Reasons 2 and 3 for Hassan's dislike of the Secular Movement are actually legitimate criticisms that deserve attention. I do think, however, that he criticizes the some of the wrong people for some of the wrong reasons.  For example, he asserts that the "four horsemen" didn't deserve nearly as much hype as they received. While I do think that Sam Harris, for example, should be kicking himself for some of the things he has written in recent years, I also think that the Horsemen deserve a lot of credit. They certainly weren't making any new arguments, as Hassan aptly pointed out, but I honestly don't think they intended to. What the Horsemen did do (well, Hitchens and Dawkins that is) is bring nontheistic philosophy into a new era and made it accessible to the masses. They used what power and celebrity they already had to reach out to a demographic that had lost its voice. They also acted as a gateway drug for many laymen into more "sophisticated" atheistic writing, such as that of Paine, Ingersoll, etc. I really fail to understand, however, how Hassan's criticism of the Horsemen applies to Dan Dennett, whose work is quite different and quite less pop culture than that of the other three.
In regards to the bloggers and YouTubers, many of them are seen as unquestionable celebrities by the average joe in the Movement, but I do believe that this attitude is beginning to shift in the higher tiers of the movement. All one needs to do to see this shift play out is to read Thunderf00t's twitter. Whether or not one thinks it was fair to ask him to leave Freethought Blogs, one has to admit that it was a very strong example of a Seculebrity speaking on a issue he doesn't understand and getting criticized heavily for it. Hopefully, this trend will continue in the future.

When it comes to our movement's political leaning I don't think it actually is too liberal. I know plenty of libertarians in the Movement (Michael Shermer, Penn Jillette) I think the problem is that a lot of us assume that it's politically liberal. We haven't had much public conversation on liberalism and it's merits/failings and I do think that this needs to start happening before any more assumptions are made. Agree with their views or not, I don't think that it's a good idea to alienate libertarians and more fiscally conservative atheists by assuming they aren't out there. Our Movement does tend to do that. That's a valid criticism.

As for Hassan's last point, I think he responds very well to it himself in his last paragraph. He hates to think of atheists (and the human race for that matter) being oppressed by religion. Is the emotional satisfaction knowing that he's working against that aim a benefit? It is also prudent to remember that our lives are often unpredictable. Even if we aren't currently under the thumb of a wingnut religious group, we never know when we may have to relocate to a region of the country or the world in which we may truly feel the need for the atheist movement. If and when that happens, Hassan may realize that there is potentially a lot "in it" for him.

I'm only picking on Hassan because his post was concrete and convenient, but I've heard these complaints before.
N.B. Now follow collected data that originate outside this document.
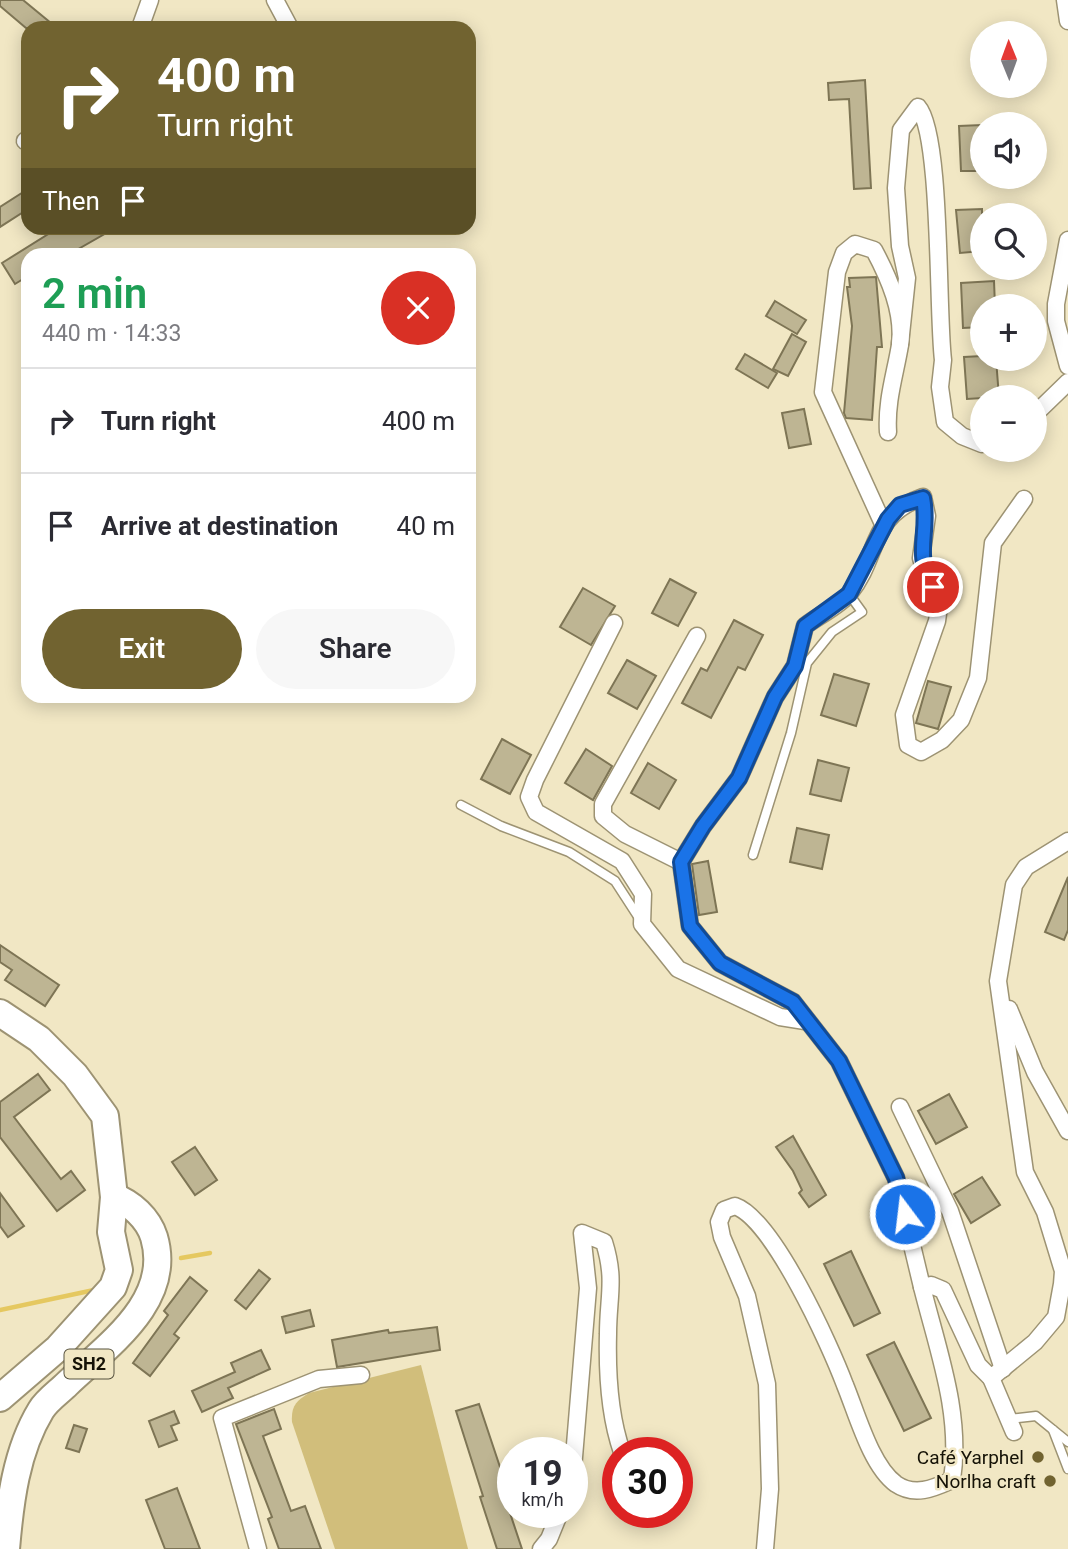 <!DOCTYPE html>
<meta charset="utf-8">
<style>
body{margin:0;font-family:Roboto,sans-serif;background:#f7f7f7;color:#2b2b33;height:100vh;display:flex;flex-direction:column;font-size:26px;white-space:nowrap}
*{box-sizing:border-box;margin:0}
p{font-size:23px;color:#7c7c81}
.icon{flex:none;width:38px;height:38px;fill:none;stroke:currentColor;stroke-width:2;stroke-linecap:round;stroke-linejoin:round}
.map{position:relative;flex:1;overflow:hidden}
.panel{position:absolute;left:21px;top:248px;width:455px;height:455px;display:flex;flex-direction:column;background:#fff;border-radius:21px;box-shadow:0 4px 18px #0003}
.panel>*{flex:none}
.top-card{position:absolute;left:21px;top:21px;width:455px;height:214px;border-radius:21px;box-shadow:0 4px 18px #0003;background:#716330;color:#fff;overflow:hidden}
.needle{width:46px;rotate:359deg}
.buttons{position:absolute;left:970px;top:21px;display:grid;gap:14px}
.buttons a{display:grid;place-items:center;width:77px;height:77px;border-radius:50%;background:#fff;box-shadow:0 4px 18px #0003;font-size:35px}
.speed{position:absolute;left:497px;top:1437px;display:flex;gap:14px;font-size:35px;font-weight:700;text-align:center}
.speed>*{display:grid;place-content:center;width:91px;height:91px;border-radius:50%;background:#fff;box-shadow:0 4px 18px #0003;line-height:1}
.speed small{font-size:18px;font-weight:400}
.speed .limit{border:10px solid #d22;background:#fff;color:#111}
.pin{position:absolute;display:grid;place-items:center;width:60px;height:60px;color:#fff;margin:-30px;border:4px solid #fff;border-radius:50%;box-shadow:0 2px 7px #0007}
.me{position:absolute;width:77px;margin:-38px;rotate:345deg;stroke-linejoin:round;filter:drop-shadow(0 0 5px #0008)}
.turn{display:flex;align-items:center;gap:24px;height:147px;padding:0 21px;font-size:32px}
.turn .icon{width:91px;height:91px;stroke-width:2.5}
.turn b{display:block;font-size:49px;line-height:60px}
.then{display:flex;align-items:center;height:66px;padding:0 21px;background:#0003;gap:14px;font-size:26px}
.round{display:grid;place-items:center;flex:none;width:74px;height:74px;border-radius:37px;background:#f7f7f7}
.headline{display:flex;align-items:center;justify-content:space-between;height:119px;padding:0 21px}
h1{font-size:42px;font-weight:600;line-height:52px;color:#1e9e55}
.button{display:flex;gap:14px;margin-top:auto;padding:14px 21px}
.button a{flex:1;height:80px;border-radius:42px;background:#716330;color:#fff;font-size:28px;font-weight:600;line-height:80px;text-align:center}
.button a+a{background:#f7f7f7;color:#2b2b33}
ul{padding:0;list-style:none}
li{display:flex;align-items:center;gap:21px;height:105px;padding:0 21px;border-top:2px solid #e1e1e2}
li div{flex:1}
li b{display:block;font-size:26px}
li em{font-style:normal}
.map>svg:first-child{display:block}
.green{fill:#d1be7b}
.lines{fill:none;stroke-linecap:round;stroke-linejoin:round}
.stream{stroke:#e5c860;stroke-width:4.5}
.building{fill:#beb593;stroke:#7e7555;stroke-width:2}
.lane-casing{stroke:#9d9373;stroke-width:11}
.street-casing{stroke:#9d9373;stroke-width:19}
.primary-casing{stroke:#9d9373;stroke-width:30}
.lane{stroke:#fff;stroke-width:8}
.street{stroke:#fff;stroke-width:16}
.primary{stroke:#fff;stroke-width:26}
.route-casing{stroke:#114b97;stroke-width:18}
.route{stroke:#1a73e8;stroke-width:12}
.poi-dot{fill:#716330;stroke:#f1e7c4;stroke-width:2.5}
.labels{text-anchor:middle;stroke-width:5;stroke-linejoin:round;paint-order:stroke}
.shield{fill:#f1e7c4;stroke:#57523f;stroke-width:2}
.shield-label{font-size:18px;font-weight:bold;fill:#151206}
.poi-label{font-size:19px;fill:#151206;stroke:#f1e7c4;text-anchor:end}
</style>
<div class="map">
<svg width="1068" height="1549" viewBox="0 0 1068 1549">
<rect width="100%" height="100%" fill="#f1e7c4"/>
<path class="green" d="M421 1365 468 1549H335L292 1422C291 1406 296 1401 309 1393Z"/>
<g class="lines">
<g class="stream">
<polyline points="181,1258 210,1253"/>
<polyline points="0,1310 94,1290"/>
</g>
</g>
<g class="building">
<polygon points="0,0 23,0 57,28 26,28 0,6"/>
<polygon points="865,80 871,188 854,189 849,99 829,100 828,83"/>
<polygon points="982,125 982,171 961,171 959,126"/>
<polygon points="28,189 28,209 0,227 0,207"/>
<polygon points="982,209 982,251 960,253 956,210"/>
<polygon points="58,228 115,228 66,256 28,256 28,276 15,284 2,263"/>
<polygon points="876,277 882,347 877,347 872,420 846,418 844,413 852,326 847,287 850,287 849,278"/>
<polygon points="994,281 995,306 982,306 982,327 963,328 961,283"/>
<polygon points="775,301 806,320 797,334 766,316"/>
<polygon points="792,334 806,342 788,376 773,369"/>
<polygon points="745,354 777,373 768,388 736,369"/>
<polygon points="982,356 982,359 996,359 999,397 967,399 964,357"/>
<polygon points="804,409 811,444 789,448 782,413"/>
<polygon points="670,579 696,593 678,626 652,613"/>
<polygon points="583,588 615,606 591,645 560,627"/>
<polygon points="734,620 763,635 745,670 738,667 711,718 682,703 701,668 707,671"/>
<polygon points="627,660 656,676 637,709 608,693"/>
<polygon points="834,674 869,684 856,726 821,715"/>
<polygon points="928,681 951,687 938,729 916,723"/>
<polygon points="502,739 531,755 510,794 481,779"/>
<polygon points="586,749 612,766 593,800 565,783"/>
<polygon points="818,760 849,768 841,801 810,794"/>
<polygon points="648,763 676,780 659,809 631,793"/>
<polygon points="797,828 829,835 822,869 790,862"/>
<polygon points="708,861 717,912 699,915 692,864"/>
<polygon points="1068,877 1068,930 1064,940 1045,932"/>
<polygon points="0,945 59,985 45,1006 5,980 12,970 0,962"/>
<polygon points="38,1074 50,1090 14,1117 61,1179 71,1171 85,1190 57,1211 0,1137 0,1102"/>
<polygon points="949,1094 967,1127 936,1144 918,1111"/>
<polygon points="793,1136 826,1195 809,1207 799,1193 802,1190 793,1171 776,1147"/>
<polygon points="195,1147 217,1180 195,1195 172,1162"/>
<polygon points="982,1177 1000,1205 971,1223 954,1194"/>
<polygon points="0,1193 24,1226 8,1237 0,1226"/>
<polygon points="851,1251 880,1313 854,1326 824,1264"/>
<polygon points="259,1270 270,1279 246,1309 235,1300"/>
<polygon points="190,1277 207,1291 174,1334 179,1338 150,1376 133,1363 168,1315 164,1311"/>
<polygon points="310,1310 314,1326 286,1333 282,1317"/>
<polygon points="437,1327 440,1350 337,1367 332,1340 388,1330 389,1333"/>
<polygon points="894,1342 931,1418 904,1431 867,1355"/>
<polygon points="261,1350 270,1369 228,1388 233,1398 202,1412 192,1391 235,1372 231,1363"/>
<polygon points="479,1404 507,1488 513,1486 513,1509 509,1510 522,1549 497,1549 480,1497 483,1496 456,1411"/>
<polygon points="274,1409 281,1429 263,1436 291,1511 305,1506 321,1549 279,1549 268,1519 272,1517 236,1424"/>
<polygon points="174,1411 179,1423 171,1426 177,1440 159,1447 149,1421"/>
<polygon points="74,1425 87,1429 79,1452 66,1448"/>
<polygon points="177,1488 200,1549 165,1549 146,1500"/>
</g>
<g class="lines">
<g class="lane-casing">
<g id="lane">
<polyline points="461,805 501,826 569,852 615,881 639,918"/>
<polyline points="753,855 791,733 807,663 832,632 862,612 849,594"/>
<polyline points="1009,1419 1036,1416 1068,1442"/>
<polyline points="1053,1430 1068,1469"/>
</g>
</g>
<g class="street-casing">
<g id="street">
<polyline points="275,0 290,28"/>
<polyline points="1065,0 1068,21"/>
<polyline points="140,28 150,0"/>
<polyline points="25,141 28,139"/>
<polyline points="1068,240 1056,304 1056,321 1068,366"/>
<path d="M900 344 907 278 900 246 896 188 901 130 918 107C942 134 937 312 943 360L940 387 945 422 962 436 982 444"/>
<polyline points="1034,415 1068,382"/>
<path d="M884 526 823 392 837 272 844 253 855 244 874 250C889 278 904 312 900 345 895 375 886 401 888 432"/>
<polyline points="614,623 535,780 529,797 536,812 622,861 643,894 642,924 678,969 780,1017 805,1021"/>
<polyline points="681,862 625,834 603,816 603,804 697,636"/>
<polyline points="1009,1009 1035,1072 1068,1131"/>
<polyline points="900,1107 950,1211 1003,1369"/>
<path d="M922 1287 896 1178 839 1061 793 1002 720 963 690 926 681 862 703 826 739 778 775 697 795 666 805 626C818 616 839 606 849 594 880 556 868 516 923 497L927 516 921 558 926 575 940 599 937 621 904 715 908 745 921 752 942 740 961 720 978 678 993 543 1024 499"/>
<polyline points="991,1378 1014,1432"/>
<path d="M572 1481 588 1288 582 1233 604 1242C616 1280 608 1297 608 1334 607 1373 609 1415 622 1452"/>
<polyline points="258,1549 222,1418 319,1379 361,1375"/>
<polyline points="541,1549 549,1539 560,1512"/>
<path d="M765 1549 770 1489 767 1384 747 1296 722 1237 719 1222 724 1210 735 1206C773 1219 830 1345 845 1385 857 1414 871 1466 896 1484 915 1497 934 1488 952 1480 962 1414 938 1351 922 1287L931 1285 943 1290 978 1365 991 1378 1035 1342 1056 1317 1062 1284 1063 1271 1045 1212 1025 1172 998 981 1014 885 1026 867 1068 841"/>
</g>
</g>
<g class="primary-casing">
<g id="primary">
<polyline points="0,1013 39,1039 75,1075 105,1116 114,1197 111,1232 119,1270 113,1287 58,1348 0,1398"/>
<path d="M6 1549C10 1502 16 1451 41 1410 47 1400 59 1392 67 1384 108 1345 173 1301 154 1237 148 1218 131 1203 114 1197"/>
</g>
</g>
<use href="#lane" class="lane"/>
<use href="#street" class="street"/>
<use href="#primary" class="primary"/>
</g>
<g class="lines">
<g class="route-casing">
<path id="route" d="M905 1214 896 1178 839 1061 793 1002 720 963 690 926 681 862 703 826 739 778 775 697 795 666 805 626 849 594 888 519 900 505 923 498C930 532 913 553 933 587"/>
</g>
<use href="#route" class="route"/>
</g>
<g class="poi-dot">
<circle cx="1038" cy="1457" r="7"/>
<circle cx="1050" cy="1481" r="7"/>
</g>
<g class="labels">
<rect class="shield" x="64.5" y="1349.5" width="49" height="29" rx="5"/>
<g class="shield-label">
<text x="89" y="1370">SH2</text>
</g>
<g class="poi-label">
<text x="1024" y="1464">Café Yarphel</text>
<text x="1036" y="1488">Norlha craft</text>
</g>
</g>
</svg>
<div class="buttons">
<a><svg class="needle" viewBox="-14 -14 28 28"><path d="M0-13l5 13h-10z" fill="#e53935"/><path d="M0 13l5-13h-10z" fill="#7c7c81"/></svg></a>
<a><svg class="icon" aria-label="sound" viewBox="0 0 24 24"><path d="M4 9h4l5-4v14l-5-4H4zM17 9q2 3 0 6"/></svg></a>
<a><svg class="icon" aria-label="search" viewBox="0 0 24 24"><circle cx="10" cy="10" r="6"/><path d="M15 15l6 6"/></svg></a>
<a>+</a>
<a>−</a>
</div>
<div class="speed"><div>19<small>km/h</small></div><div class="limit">30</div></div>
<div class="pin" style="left:933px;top:587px;background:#d93025"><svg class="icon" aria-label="arrive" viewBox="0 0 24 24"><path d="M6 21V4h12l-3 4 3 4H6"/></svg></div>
<svg class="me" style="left:905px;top:1214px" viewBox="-20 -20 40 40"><circle r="17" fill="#1a73e8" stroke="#fff" stroke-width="3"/><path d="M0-11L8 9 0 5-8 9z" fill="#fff"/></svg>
<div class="top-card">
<div class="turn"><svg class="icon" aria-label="right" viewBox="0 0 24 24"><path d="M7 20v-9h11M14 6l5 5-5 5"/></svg><div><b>400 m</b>Turn right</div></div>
<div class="then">Then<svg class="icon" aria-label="arrive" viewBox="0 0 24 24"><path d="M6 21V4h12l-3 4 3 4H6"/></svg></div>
</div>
<section class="panel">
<div class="headline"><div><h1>2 min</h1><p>440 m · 14:33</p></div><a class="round" style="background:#d93025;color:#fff"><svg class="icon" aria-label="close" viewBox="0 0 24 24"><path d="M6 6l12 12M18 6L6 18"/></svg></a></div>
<ul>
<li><svg class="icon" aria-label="right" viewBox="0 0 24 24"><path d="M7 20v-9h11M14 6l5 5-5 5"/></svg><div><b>Turn right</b></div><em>400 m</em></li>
<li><svg class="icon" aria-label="arrive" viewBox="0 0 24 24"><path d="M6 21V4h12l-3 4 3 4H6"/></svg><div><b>Arrive at destination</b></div><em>40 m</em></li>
</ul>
<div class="button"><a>Exit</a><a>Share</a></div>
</section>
</div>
Though I nod my head to some of them, I do think that they generally miss some real problems that the Movement has. I plan to follow this post up with my own five criticisms, so stay tuned.

1 comment:

  1. A thoughtful piece as usual, Kropotkin... I look forward to reading your own 5 criticisms of the Movement, and I encourage you to form them into a video as well. I may do likewise in the near future.
    One of my criticisms will likely be regarding calling ourselves an atheist movement. I think we would give a better description of our collective goals if we went with something like "The Secularist Movement". Doing so would also calm some of the divisiveness often whined about on YouTube, brought about by titling it "The Atheist Community", and it would be more inviting (and therefor more inclusive) to those who are scared off by the evil "A-word". Thoughts?